Using the listing that follows, return every line with the word "absolute".
________
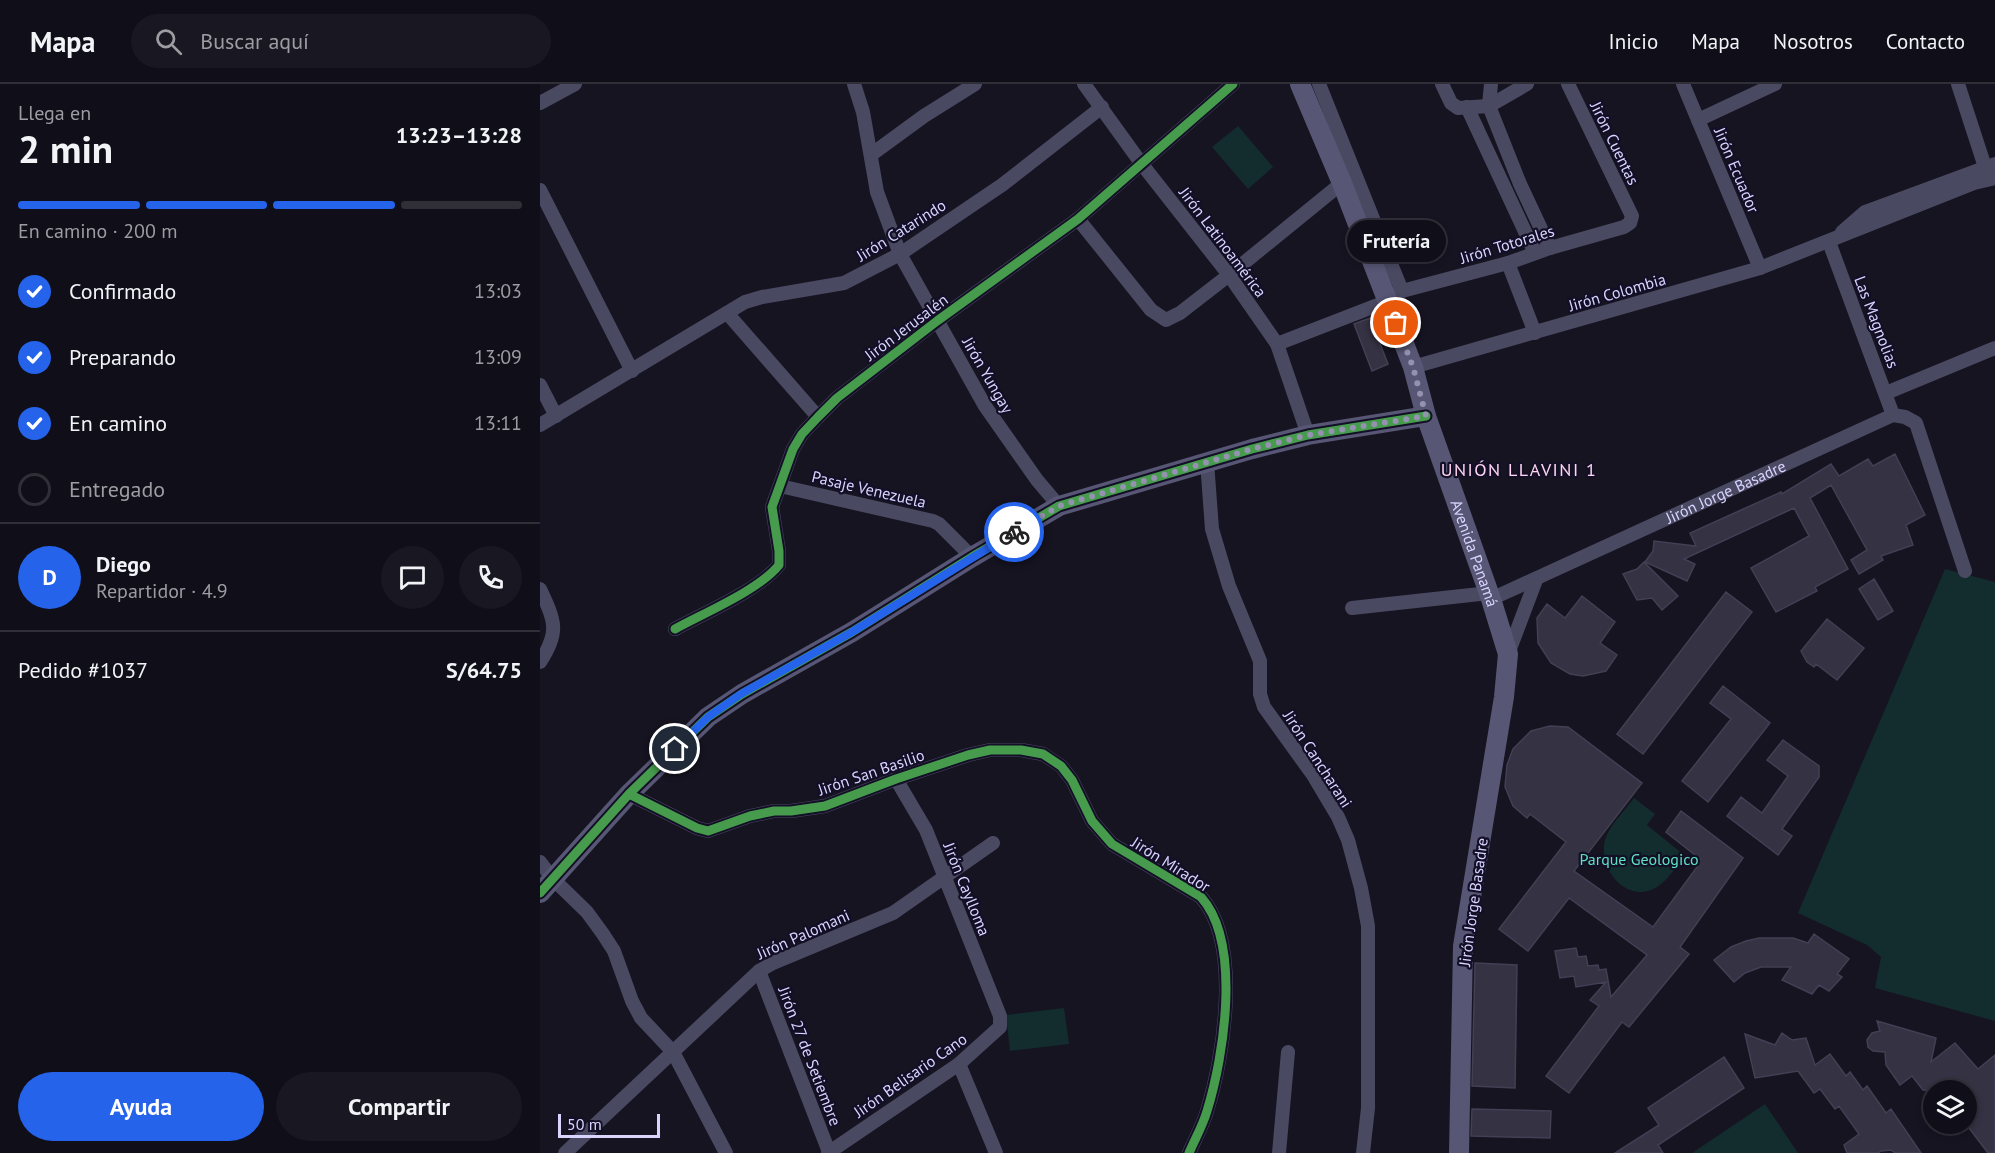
<!DOCTYPE html>
<html lang="es">
<meta charset="utf-8">
<style>
body{margin:0;font-family:"PT Sans",sans-serif;background:#191822;color:#f1f3f6;height:100vh;display:flex;flex-direction:column;font-size:22px;white-space:nowrap}
*{box-sizing:border-box;margin:0}
p{font-size:20px;color:#9c9ca2}
.icon{flex:none;width:33px;height:33px;fill:none;stroke:currentColor;stroke-width:2;stroke-linecap:round;stroke-linejoin:round}
.map{position:relative;flex:1;overflow:hidden}
.details{display:flex;flex-direction:column;background:#100f19;width:540px}
.details>*{flex:none}
.tools{position:absolute;left:1383px;top:996px;display:grid;gap:12px}
.tools a{display:grid;place-items:center;width:54px;height:54px;border-radius:50%;background:#100f19;box-shadow:0 3px 9px #0003,0 0 0 2px #302f38;font-size:30px}
.scale{position:absolute;left:18px;bottom:15px;width:102px;box-sizing:border-box;padding-left:6px;border:3px solid #d9d4ff;border-top:0;font-size:16px;line-height:21px;white-space:nowrap;color:#d9d4ff;-webkit-text-stroke:4px #130f26;paint-order:stroke}
.pin{position:absolute;display:grid;place-items:center;width:51px;height:51px;color:#fff;margin:-26px;border:3px solid #fff;border-radius:50%;box-shadow:0 2px 6px #0007}
.courier{position:absolute;display:grid;place-items:center;width:60px;height:60px;margin:-30px;border:4px solid #2563eb;border-radius:50%;background:#fff;color:#222;box-shadow:0 2px 8px #0007}
.bubble{position:absolute;height:42px;border-radius:21px;background:#100f19;box-shadow:0 3px 9px #0003,0 0 0 2px #302f38;font-size:20px;font-weight:800;line-height:42px;text-align:center}
.head em{font-style:normal;font-weight:800}
.head div{display:flex;flex-direction:column-reverse}
.head{display:flex;align-items:center;justify-content:space-between;height:102px;padding:0 18px}
h1{font-size:39px;font-weight:800;line-height:45px}
.bar{display:grid;grid-template-columns:repeat(4,1fr);gap:9px 6px;align-content:center;height:72px;padding:0 18px}
.bar i{height:8px;border-radius:4px;background:#302f38}
.bar .selected{background:#2563eb}
.bar p{grid-column:span 4}
.line{display:flex;align-items:center;gap:15px;padding:0 18px;border-top:2px solid #302f38}
.line div{flex:1}
.round{display:grid;place-items:center;flex:none;width:63px;height:63px;border-radius:32px;background:#191822}
ol{padding:0 18px;list-style:none}
li{display:flex;align-items:center;gap:18px;height:66px}
li p{margin-inline-start:auto}
li .icon{padding:6px;border-radius:50%;background:#2563eb;color:#fff;stroke-width:4}
li:last-child{color:#9c9ca2}
li i{width:33px;height:33px;border:3px solid #302f38;border-radius:50%}
.action{display:flex;gap:12px;margin-top:auto;padding:12px 18px}
.action a{flex:1;height:69px;border-radius:36px;background:#2563eb;color:#fff;font-size:24px;font-weight:800;line-height:69px;text-align:center}
.action a+a{background:#191822;color:#f1f3f6}
header{display:flex;align-items:center;gap:36px;box-sizing:border-box;height:84px;padding:0 30px;background:#100f19;border-bottom:2px solid #302f38}
header strong{font-size:28px}
nav{display:flex;gap:33px;margin-inline-start:auto;font-size:21px}
.search{width:420px;height:54px;background:#191822;display:flex;align-items:center;gap:15px;box-sizing:border-box;padding:0 21px;border-radius:33px;color:#9c9ca2;font-size:22px}
main{display:flex;flex:1;min-height:0}
.map>svg:first-child{display:block}
.green{fill:#132c2d}
.building{fill:#343243;stroke:#433f54;stroke-width:1.5}
.lines{fill:none;stroke-linecap:round;stroke-linejoin:round}
.street{stroke:#4a4962;stroke-width:14}
.secondary{stroke:#575674;stroke-width:20}
.cycleway-casing{stroke:#130f26;stroke-width:13}
.cycleway{stroke:#469c4c;stroke-width:9}
.done{stroke:#9591b1;stroke-width:6;stroke-dasharray:0 10.8}
.route{stroke:#2563eb;stroke-width:8}
.labels{text-anchor:middle;stroke-width:4.5;stroke-linejoin:round;paint-order:stroke}
.street-label{font-size:16px;fill:#d9d4ff;stroke:#130f26}
.park-label{font-size:16px;fill:#5fe0c0;stroke:#130f26}
.neighbourhood-label{font-size:18px;letter-spacing:1.5px;fill:#ffd6f0;stroke:#130f26}
</style>
<header>
<strong>Mapa</strong>
<div class="search"><svg class="icon" aria-label="search" viewBox="0 0 24 24"><circle cx="10" cy="10" r="6"/><path d="M15 15l6 6"/></svg>Buscar aquí</div>
<nav><a>Inicio</a><a>Mapa</a><a>Nosotros</a><a>Contacto</a></nav>
</header>
<main>
<section class="details">
<div class="head"><div><h1>2 min</h1><p>Llega en</p></div><em>13:23–13:28</em></div>
<div class="bar"><i class="selected"></i><i class="selected"></i><i class="selected"></i><i></i><p>En camino · 200 m</p></div>
<ol>
<li><svg class="icon" aria-label="check" viewBox="0 0 24 24"><path d="M5 12l5 5 9-10"/></svg>Confirmado<p>13:03</p></li>
<li><svg class="icon" aria-label="check" viewBox="0 0 24 24"><path d="M5 12l5 5 9-10"/></svg>Preparando<p>13:09</p></li>
<li><svg class="icon" aria-label="check" viewBox="0 0 24 24"><path d="M5 12l5 5 9-10"/></svg>En camino<p>13:11</p></li>
<li><i></i>Entregado</li>
</ol>
<div class="line" style="height:108px"><b class="round" style="background:#2563eb;color:#fff">D</b><div><b>Diego</b><p>Repartidor · 4.9</p></div><a class="round"><svg class="icon" aria-label="chat" viewBox="0 0 24 24"><path d="M4 5h16v11H9l-5 4z"/></svg></a><a class="round"><svg class="icon" aria-label="phone" viewBox="0 0 24 24"><path d="M5 4h4l2 5-3 2q2 4 5 5l2-3 5 2v4C11 20 4 13 5 4z"/></svg></a></div>
<div class="line" style="height:78px"><div>Pedido #1037</div><b>S/64.75</b></div>
<div class="action"><a>Ayuda</a><a>Compartir</a></div>
</section>
<div class="map">
<svg width="1455" height="1069" viewBox="0 0 1455 1069">
<rect width="100%" height="100%" fill="#161421"/>
<!-- green -->
<path class="green" d="M698,42L733,83L708,105L672,63Z
M1405,485L1455,498V937L1335,904L1341,873L1327,861L1258,829Z
M1094,714L1115,730L1107,741L1144,771C1136,782 1129,796 1117,803C1089,820 1061,790 1064,761C1066,744 1085,727 1094,714Z
M524,924L529,960L470,967L466,931Z
M1225,1020L1258,1069H1152Z"/>
<!-- building -->
<path class="building" d="M830,234L848,280L832,287L814,240Z
M1355,370L1385,431L1366,441L1373,461L1341,472L1343,476L1319,490L1311,476L1327,466L1291,401L1270,414L1308,485L1275,503L1277,507L1236,528L1211,484L1269,452L1254,424L1144,475L1155,480L1147,497L1105,478L1113,467L1114,457L1156,462L1150,449L1241,408L1242,410L1291,380L1299,392L1328,375L1333,382Z
M1104,478L1138,512L1122,526L1112,514L1097,516L1083,490L1097,485Z
M1334,495L1353,527L1338,536L1319,505Z
M1186,508L1212,528L1103,670L1077,650Z
M1042,512L1075,538L1060,559L1077,571L1066,587L1043,592L1030,590L1011,579L998,559L997,534L1007,520L1025,534Z
M1287,535L1324,564L1297,596L1276,580L1274,583L1267,578L1261,567Z
M1183,602L1230,639L1168,718L1142,697L1191,635L1170,619Z
M1010,642L1028,643L1102,699L1034,787L1113,843L1157,783L1160,775L1126,748L1141,727L1203,774L1140,863L1149,870L1089,943L1082,938L1029,1009L1006,992L1059,922L1050,916L1066,898L1036,903L1034,892L1020,894L1015,867L1036,864L1038,873L1046,872L1048,882L1058,881L1059,886L1066,885L1071,913L1107,871L1029,814L988,867L959,845L1026,758L990,730L987,734L973,722L965,703L967,681L973,665L991,647Z
M1243,656L1279,682V693L1242,745L1252,752L1238,771L1187,732L1201,713L1222,729L1248,692L1227,676Z
M1274,850L1309,875L1297,890L1302,893L1289,907L1279,901L1272,910L1242,896L1251,883H1221L1205,889L1194,898L1174,876L1191,863L1206,857L1219,854H1253L1268,859Z
M935,879L977,881L975,1004L932,1002Z
M1337,937L1396,954L1391,978L1415,959L1438,985L1455,971V1069H1448L1426,1040V1006H1383L1372,992L1360,1001L1346,981L1345,968L1333,967L1328,963L1327,956L1332,949L1340,947Z
M1242,949L1252,956L1266,954L1275,981L1290,970L1306,992L1310,988L1323,1006L1327,1002L1346,1029L1351,1025L1381,1069H1355L1351,1066L1341,1067L1338,1069H1307L1304,1061L1319,1050L1299,1022L1295,1025L1280,1005L1274,1009L1258,987L1215,994L1205,950L1235,961Z
M1184,973L1204,1004L1118,1061L1123,1069H1075L1119,1041L1108,1024Z
M932,1025L1011,1027L1010,1054L931,1052Z"/>
<g class="lines">
<!-- street -->
<g class="street">
<path d="M314,0L323,28L337,108L360,170L445,322L497,396L519,422"/>
<path d="M544,0L601,79L689,191L737,260L768,351"/>
<path d="M779,0L862,207"/>
<path d="M902,0L911,19L918,24L949,22L987,0"/>
<path d="M951,0L949,22L980,100L1010,164"/>
<path d="M1143,0L1220,184"/>
<path d="M1418,0L1445,83"/>
<path d="M0,19L35,0"/>
<path d="M927,23L995,169"/>
<path d="M1158,36L1235,0"/>
<path d="M332,70L384,32L435,0"/>
<path d="M0,106L92,287"/>
<path d="M538,135L611,226L626,236L640,229L689,191L802,99"/>
<path d="M1302,148L1325,128L1455,80"/>
<path d="M1289,158L1353,331"/>
<path d="M968,179L995,249"/>
<path d="M187,229L278,333"/>
<path d="M737,260L848,217L862,207L968,179L1010,164L1084,143L1090,139L1092,132L1028,0"/>
<path d="M873,283L1220,184L1434,99L1455,94"/>
<path d="M0,301L16,332"/>
<path d="M1346,309L1455,264"/>
<path d="M1353,331L1365,333L1376,339L1425,487"/>
<path d="M0,341L205,218L222,213L304,199L360,170L462,101L562,23"/>
<path d="M667,378L672,445L689,502L720,577V610L724,623L773,691L798,733L808,756L821,804L828,842V1024L823,1069"/>
<path d="M240,402L393,437L399,440L432,473"/>
<path d="M0,505C15,537 20,548 0,578"/>
<path id="s1" d="M951,515L1353,331"/>
<path d="M812,524L949,509"/>
<path d="M135,545C164,529 219,506 239,481V467L232,423L253,365L262,350L278,333L297,314L397,237L538,135L693,0"/>
<path d="M968,570L996,496"/>
<path d="M89,710L157,744L168,747L210,732L234,727H251L285,722L356,695L428,671L450,666H481L503,670L521,682L532,696L552,737L572,760L661,813C702,859 684,972 667,1027C663,1041 655,1055 649,1069"/>
<path d="M0,778L13,795L47,828L63,850L74,867L92,917L101,934L133,968L186,1069"/>
<path d="M219,887L289,1068"/>
<path d="M419,980L456,1069"/>
<path d="M25,1069L219,887L233,879L353,829L453,759"/>
<path d="M288,1069L419,980L460,943V932L386,746L356,695"/>
<path d="M739,1069L748,968"/>
</g>
<!-- secondary -->
<g class="secondary">
<path id="s2" d="M760,0L802,99L873,283L886,332L951,515L968,570L964,613L923,862L919,1069"/>
<path d="M0,809L89,710L168,633L202,610L312,548L432,473L519,422L712,365L768,351L886,332"/>
</g>
<!-- cycleway casing -->
<g class="cycleway-casing">
<path id="cycleway" d="M135,545C164,529 219,506 239,481V467L232,423L253,365L262,350L278,333L297,314L397,237L538,135L693,0
M89,710L157,744L168,747L210,732L234,727H251L285,722L356,695L428,671L450,666H481L503,670L521,682L532,696L552,737L572,760L661,813C702,859 684,972 667,1027C663,1041 655,1055 649,1069
M0,809L89,710L168,633L202,610L312,548L432,473L519,422L712,365L768,351L886,332"/>
</g>
<!-- cycleway -->
<use href="#cycleway" class="cycleway"/>
</g>
<g class="lines">
<!-- done -->
<path class="done" d="M474,448L519,422L712,365L768,351L886,332L873,283L856,239"/>
<!-- route -->
<path class="route" d="M135,665L168,633L201,610L312,548L474,448"/>
</g>
<g class="labels">
<!-- street labels -->
<g class="street-label">
<text transform="translate(1075 59) rotate(64)" y="6">Jirón Cuentas</text>
<text transform="translate(1197 86) rotate(67)" y="6">Jirón Ecuador</text>
<text transform="translate(361 146) rotate(-32)" y="6">Jirón Catarindo</text>
<text transform="translate(683 158) rotate(53)" y="6">Jirón Latinoamérica</text>
<text transform="translate(967 160) rotate(-17)" y="6">Jirón Totorales</text>
<text transform="translate(1077 208) rotate(-16)" y="6">Jirón Colombia</text>
<text transform="translate(1337 238) rotate(69)" y="6">Las Magnolias</text>
<text transform="translate(366 243) rotate(-37)" y="6">Jirón Jerusalén</text>
<text transform="translate(448 291) rotate(60)" y="6">Jirón Yungay</text>
<text transform="translate(329 405) rotate(13)" y="6">Pasaje Venezuela</text>
<text dy="6" stroke="none"><textPath href="#s1" startOffset="258">Jirón Jorge Basadre</textPath></text>
<text dy="6" stroke="none"><textPath href="#s2" startOffset="501">Avenida Panamá</textPath></text>
<text transform="translate(778 675) rotate(57)" y="6">Jirón Cancharani</text>
<text transform="translate(331 688) rotate(-19)" y="6">Jirón San Basilio</text>
<text transform="translate(631 780) rotate(32)" y="6">Jirón Mirador</text>
<text transform="translate(427 805) rotate(68)" y="6">Jirón Caylloma</text>
<text transform="translate(933 818) rotate(-82)" y="6">Jirón Jorge Basadre</text>
<text transform="translate(263 850) rotate(-24)" y="6">Jirón Palomani</text>
<text transform="translate(270 972) rotate(69)" y="6">Jirón 27 de Setiembre</text>
<text transform="translate(370 991) rotate(-35)" y="6">Jirón Belisario Cano</text>
</g>
<!-- park labels -->
<g class="park-label">
<text x="1099" y="781">Parque Geologico</text>
</g>
<!-- neighbourhood labels -->
<g class="neighbourhood-label">
<text x="979" y="392">UNIÓN LLAVINI 1</text>
</g>
</g>
</svg>
<div class="tools">
<a><svg class="icon" aria-label="layers" viewBox="0 0 24 24"><path d="M12 4l9 5-9 5-9-5zM3 14l9 5 9-5"/></svg></a>
</div>
<div class="scale">50 m</div>
<div class="pin" style="left:856px;top:239px;background:#ea580c"><svg class="icon" aria-label="bag" viewBox="0 0 24 24"><path d="M5 8h14l-1 12H6zM9 8a3 3 0 0 1 6 0"/></svg></div>
<div class="pin" style="left:135px;top:665px;background:#1f2937"><svg class="icon" aria-label="home" viewBox="0 0 24 24"><path d="M3 11l9-7 9 7M6 9v11h12V9"/></svg></div>
<div class="courier" style="left:474px;top:448px"><svg class="icon" aria-label="bike" viewBox="0 0 24 24"><circle cx="6" cy="16" r="4"/><circle cx="18" cy="16" r="4"/><path d="M6 16l4-8h5l3 8M10 8l3 8H6M13 5h3"/></svg></div>
<div class="bubble" style="left:807px;top:136px;width:99px">Frutería</div>
</div>
</main>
________
REPLY TO THE EXERCISE:
.tools{position:absolute;left:1383px;top:996px;display:grid;gap:12px}
.scale{position:absolute;left:18px;bottom:15px;width:102px;box-sizing:border-box;padding-left:6px;border:3px solid #d9d4ff;border-top:0;font-size:16px;line-height:21px;white-space:nowrap;color:#d9d4ff;-webkit-text-stroke:4px #130f26;paint-order:stroke}
.pin{position:absolute;display:grid;place-items:center;width:51px;height:51px;color:#fff;margin:-26px;border:3px solid #fff;border-radius:50%;box-shadow:0 2px 6px #0007}
.courier{position:absolute;display:grid;place-items:center;width:60px;height:60px;margin:-30px;border:4px solid #2563eb;border-radius:50%;background:#fff;color:#222;box-shadow:0 2px 8px #0007}
.bubble{position:absolute;height:42px;border-radius:21px;background:#100f19;box-shadow:0 3px 9px #0003,0 0 0 2px #302f38;font-size:20px;font-weight:800;line-height:42px;text-align:center}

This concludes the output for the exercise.